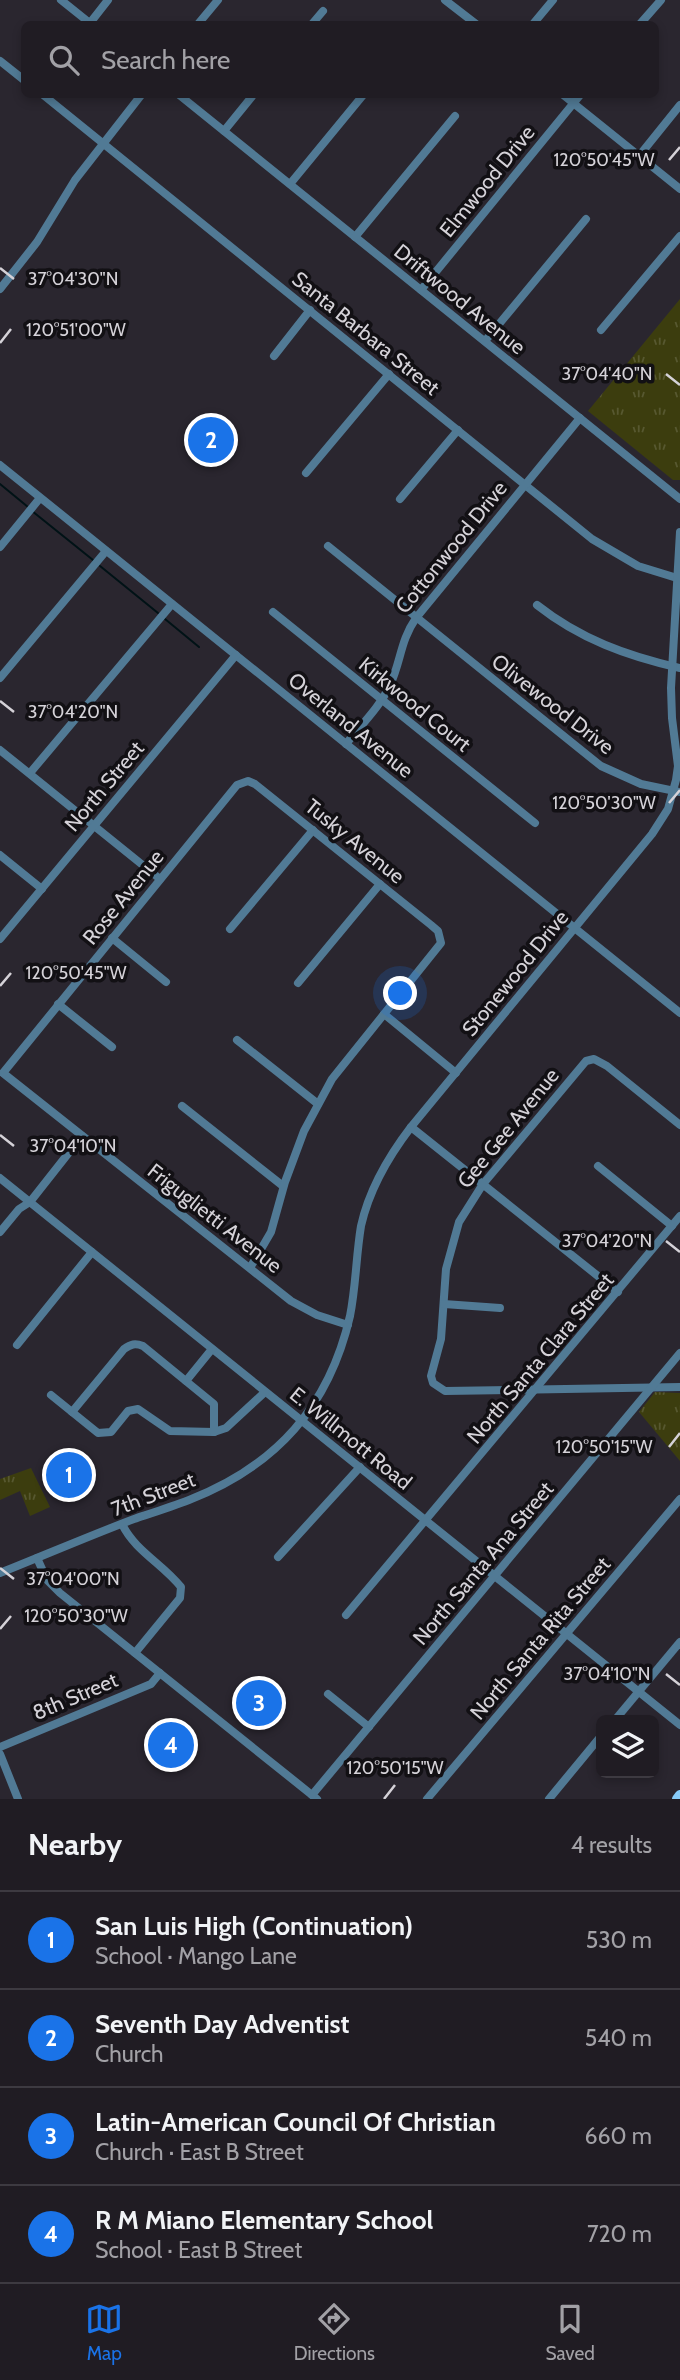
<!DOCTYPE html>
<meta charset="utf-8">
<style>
:root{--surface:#201c23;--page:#2d2930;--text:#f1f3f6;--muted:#a2a1a6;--line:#3d3a41;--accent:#1a73e8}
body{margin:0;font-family:Cabin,sans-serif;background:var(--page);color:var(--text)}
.controls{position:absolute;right:21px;bottom:21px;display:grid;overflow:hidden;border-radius:10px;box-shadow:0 4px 10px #0003}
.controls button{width:63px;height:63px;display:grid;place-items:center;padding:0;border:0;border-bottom:2px solid var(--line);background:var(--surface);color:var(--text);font:35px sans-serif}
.you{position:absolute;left:401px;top:994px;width:24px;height:24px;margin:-18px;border:5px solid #fff;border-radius:50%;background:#1a73e8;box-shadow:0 0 0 10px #1a73e833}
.badge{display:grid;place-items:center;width:46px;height:46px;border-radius:50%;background:var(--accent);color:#fff;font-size:23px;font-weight:700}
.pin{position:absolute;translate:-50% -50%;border:4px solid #fff;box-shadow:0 2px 7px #0006}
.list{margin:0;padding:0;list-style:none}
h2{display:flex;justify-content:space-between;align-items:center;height:91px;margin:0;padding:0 28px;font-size:30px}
h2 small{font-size:23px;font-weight:400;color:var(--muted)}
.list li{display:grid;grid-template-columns:46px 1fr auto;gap:21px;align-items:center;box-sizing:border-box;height:98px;padding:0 28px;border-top:2px solid var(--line)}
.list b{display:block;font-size:26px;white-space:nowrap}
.list p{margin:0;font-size:23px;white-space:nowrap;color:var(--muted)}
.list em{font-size:23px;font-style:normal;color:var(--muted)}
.icon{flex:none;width:38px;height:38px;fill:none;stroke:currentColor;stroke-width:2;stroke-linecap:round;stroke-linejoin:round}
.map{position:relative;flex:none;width:680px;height:1799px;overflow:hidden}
.search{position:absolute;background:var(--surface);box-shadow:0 4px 10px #0003;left:21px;right:21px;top:21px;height:77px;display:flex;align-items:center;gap:18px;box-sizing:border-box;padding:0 24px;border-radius:10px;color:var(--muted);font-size:26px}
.sheet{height:483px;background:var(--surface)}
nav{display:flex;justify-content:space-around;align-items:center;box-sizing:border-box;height:98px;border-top:2px solid var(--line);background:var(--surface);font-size:19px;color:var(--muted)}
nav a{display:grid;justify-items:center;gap:4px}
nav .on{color:var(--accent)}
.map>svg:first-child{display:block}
</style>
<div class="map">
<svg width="680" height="1799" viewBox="0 0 680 1799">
<defs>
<pattern id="park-tufts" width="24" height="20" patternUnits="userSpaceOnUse" patternTransform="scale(1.75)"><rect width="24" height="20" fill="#3c3d0e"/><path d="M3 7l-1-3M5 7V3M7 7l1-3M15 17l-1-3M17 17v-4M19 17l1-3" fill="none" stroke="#575830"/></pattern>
</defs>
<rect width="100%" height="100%" fill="#2a262f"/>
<!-- park -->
<g fill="url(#park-tufts)">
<path d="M680,299v181h-7l-85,-69z"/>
<path d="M655,1392l25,1v68l-41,-49z"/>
<path d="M31,1468l19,39 -20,9 -10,-25 -20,9v-21z"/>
</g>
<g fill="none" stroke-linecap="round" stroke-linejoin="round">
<!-- stream -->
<g stroke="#001216" stroke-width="2">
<path d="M0,484l28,23"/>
<path d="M32,511l61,49"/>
<path d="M100,566l58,47"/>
<path d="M165,619l34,28"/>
</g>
<!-- minor -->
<g stroke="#517a95" stroke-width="8">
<path d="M61,0l30,24"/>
<path d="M445,0l31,24"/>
<path d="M90,23l18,-23"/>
<path d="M198,24l20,-24"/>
<path d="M312,24l11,-13"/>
<path d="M533,24l20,-24"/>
<path d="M640,24l21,-24"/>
<path d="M0,61l24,19"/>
<path d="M42,94l550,445 46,27 42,13"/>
<path d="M178,94l502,405"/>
<path d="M562,94l118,95"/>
<path d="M224,131l30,-37"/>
<path d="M639,156l41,-51"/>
<path d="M290,184l74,-90"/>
<path d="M355,237l100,-121"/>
<path d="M0,289l37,-47 38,-62 67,-86"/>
<path d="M421,290l160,-196"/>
<path d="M601,330l79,-94"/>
<path d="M485,341l101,-122"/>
<path d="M274,356l36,-46"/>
<path d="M0,465l680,548"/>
<path d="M306,473l83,-99"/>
<path d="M400,499l58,-69"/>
<path d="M328,546l273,220 40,18 39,8"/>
<path d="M0,547l40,-49"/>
<path d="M537,605c43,34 90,51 143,63"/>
<path d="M273,612l262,211"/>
<path d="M0,678l106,-127"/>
<path d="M346,744c15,-19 34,-37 44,-59 11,-23 10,-44 26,-67l164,-200"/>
<path d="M0,750l160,129"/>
<path d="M30,773l142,-169"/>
<path d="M0,855l42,34"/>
<path d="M230,929l83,-99"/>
<path d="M112,938l54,44"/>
<path d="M0,939l236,-284"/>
<path d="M298,983l82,-99"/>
<path d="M58,1004l54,43"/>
<path d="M384,1014l72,59"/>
<path d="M237,1040l81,64"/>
<path d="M182,1106l101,80"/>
<path d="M680,1125l-73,-59 -13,-7 -8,2 -103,123 -24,38 -13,47 -5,70 -10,37 2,7 12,8 235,-4"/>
<path d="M411,1127l207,165"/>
<path d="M598,1166l74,60"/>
<path d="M0,1178l680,547"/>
<path d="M0,1232l19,-23 11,-7 52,-66"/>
<path d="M250,1268l21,-36 14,-50 19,-51 28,-52 109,-136 -3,-12 -7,-6 -176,-141 -7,-3 -11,4 -234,288 288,228 26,14 31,10"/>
<path d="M444,1304l56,4"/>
<path d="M17,1345l75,-93"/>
<path d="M186,1381l26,-32"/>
<path d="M51,1395l47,38 13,-1 17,-21 10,-2 32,22 44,1 12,-4 39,-36"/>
<path d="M72,1412l52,-63c7,-5 11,-6 19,-3l71,58v28"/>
<path d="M122,1524c13,27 41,40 59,63l-1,11 -45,55"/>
<path d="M278,1557l82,-90"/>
<path d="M37,1558l10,22 13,13 257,206"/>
<path d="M0,1573c45,-18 89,-37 134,-54 18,-6 37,-12 55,-19 87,-34 140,-93 161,-184 6,-30 6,-60 11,-90 8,-36 27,-69 50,-99l241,-293 16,-25 8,-29 2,-14 -6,-48 -1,-30 9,-156"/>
<path d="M346,1615l334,-399"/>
<path d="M328,1694l41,33"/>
<path d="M615,1720l65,-78"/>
<path d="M0,1747l151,-63 9,-11"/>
<path d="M0,1754l18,45"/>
<path d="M312,1795l368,-442"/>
<path d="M427,1799l253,-300"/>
<path d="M549,1799l52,-63"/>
</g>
<!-- major -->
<path stroke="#87cbf9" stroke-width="10" d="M677,1799l3,-4"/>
</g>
<!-- ticks -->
<path fill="none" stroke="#d5d2d8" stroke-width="2.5" d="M669,160l11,-13M0,268l14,11M0,343l11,-14M666,374l14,11M0,701l14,11M669,803l11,-13M0,986l11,-13M0,1135l14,11M666,1241l14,11M669,1447l11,-14M0,1568l14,11M0,1629l11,-13M666,1674l14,11M384,1799l11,-14"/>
<g text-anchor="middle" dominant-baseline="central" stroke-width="7" stroke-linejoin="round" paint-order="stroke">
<!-- street labels -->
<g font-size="21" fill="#d5d2d8" stroke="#121014">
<text transform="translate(487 181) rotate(-51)">Elmwood Drive</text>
<text transform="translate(460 299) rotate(39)">Driftwood Avenue</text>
<text transform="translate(366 333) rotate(39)">Santa Barbara Street</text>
<text transform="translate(451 547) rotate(-51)">Cottonwood Drive</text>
<text transform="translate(415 704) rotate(39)">Kirkwood Court</text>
<text transform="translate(553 704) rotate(38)">Olivewood Drive</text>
<text transform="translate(351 725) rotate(39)">Overland Avenue</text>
<text transform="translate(104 786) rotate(-50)">North Street</text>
<text transform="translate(355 841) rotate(39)">Tusky Avenue</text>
<text transform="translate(123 897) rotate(-51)">Rose Avenue</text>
<text transform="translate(515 973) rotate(-51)">Stonewood Drive</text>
<text transform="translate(508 1128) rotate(-51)">Gee Gee Avenue</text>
<text transform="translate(215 1218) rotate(38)">Friguglietti Avenue</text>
<text transform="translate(540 1358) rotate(-50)">North Santa Clara Street</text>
<text transform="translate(351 1438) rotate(39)">E. Willmott Road</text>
<text transform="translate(153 1494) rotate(-21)">7th Street</text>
<text transform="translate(483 1563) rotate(-50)">North Santa Ana Street</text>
<text transform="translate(540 1638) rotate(-50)">North Santa Rita Street</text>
<text transform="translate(75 1696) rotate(-23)">8th Street</text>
</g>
</g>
<g font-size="18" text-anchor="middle" fill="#d5d2d8" stroke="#121014" stroke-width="7" stroke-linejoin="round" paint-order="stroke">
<text x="604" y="166">120°50'45"W</text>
<text x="73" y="285">37°04'30"N</text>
<text x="76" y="336">120°51'00"W</text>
<text x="607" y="380">37°04'40"N</text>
<text x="73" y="718">37°04'20"N</text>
<text x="604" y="809">120°50'30"W</text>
<text x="76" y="979">120°50'45"W</text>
<text x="73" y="1152">37°04'10"N</text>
<text x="607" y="1247">37°04'20"N</text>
<text x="604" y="1453">120°50'15"W</text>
<text x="73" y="1585">37°04'00"N</text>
<text x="76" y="1622">120°50'30"W</text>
<text x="607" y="1680">37°04'10"N</text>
<text x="395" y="1774">120°50'15"W</text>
</g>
</svg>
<div class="controls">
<button><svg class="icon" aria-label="layers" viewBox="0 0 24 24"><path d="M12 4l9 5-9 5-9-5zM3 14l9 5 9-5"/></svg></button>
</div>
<div class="you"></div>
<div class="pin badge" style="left:69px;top:1475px">1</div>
<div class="pin badge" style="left:211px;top:440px">2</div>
<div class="pin badge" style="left:259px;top:1703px">3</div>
<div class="pin badge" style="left:171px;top:1745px">4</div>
<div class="search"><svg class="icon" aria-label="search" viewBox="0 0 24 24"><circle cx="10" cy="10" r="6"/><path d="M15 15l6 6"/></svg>Search here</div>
</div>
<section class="sheet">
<h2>Nearby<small>4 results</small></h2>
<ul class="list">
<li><span class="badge">1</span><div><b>San Luis High (Continuation)</b><p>School · Mango Lane</p></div><em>530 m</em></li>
<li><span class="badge">2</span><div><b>Seventh Day Adventist</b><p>Church</p></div><em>540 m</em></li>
<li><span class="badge">3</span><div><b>Latin-American Council Of Christian</b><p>Church · East B Street</p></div><em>660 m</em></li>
<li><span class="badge">4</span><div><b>R M Miano Elementary School</b><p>School · East B Street</p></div><em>720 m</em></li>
</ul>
</section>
<nav>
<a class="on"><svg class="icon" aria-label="map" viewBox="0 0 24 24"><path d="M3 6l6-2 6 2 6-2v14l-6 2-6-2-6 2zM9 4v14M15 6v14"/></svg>Map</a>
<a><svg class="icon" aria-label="directions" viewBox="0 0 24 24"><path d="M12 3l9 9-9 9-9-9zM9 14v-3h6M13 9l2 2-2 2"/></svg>Directions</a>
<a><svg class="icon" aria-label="saved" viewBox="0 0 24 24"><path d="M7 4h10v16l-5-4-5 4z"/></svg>Saved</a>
</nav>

++++++++++++++++++++

* [WHAT YOU ARE ASKED TO DO]
Tally every line in the listing that holds "place" and answer with the total only.

* [TASK OUTPUT]
2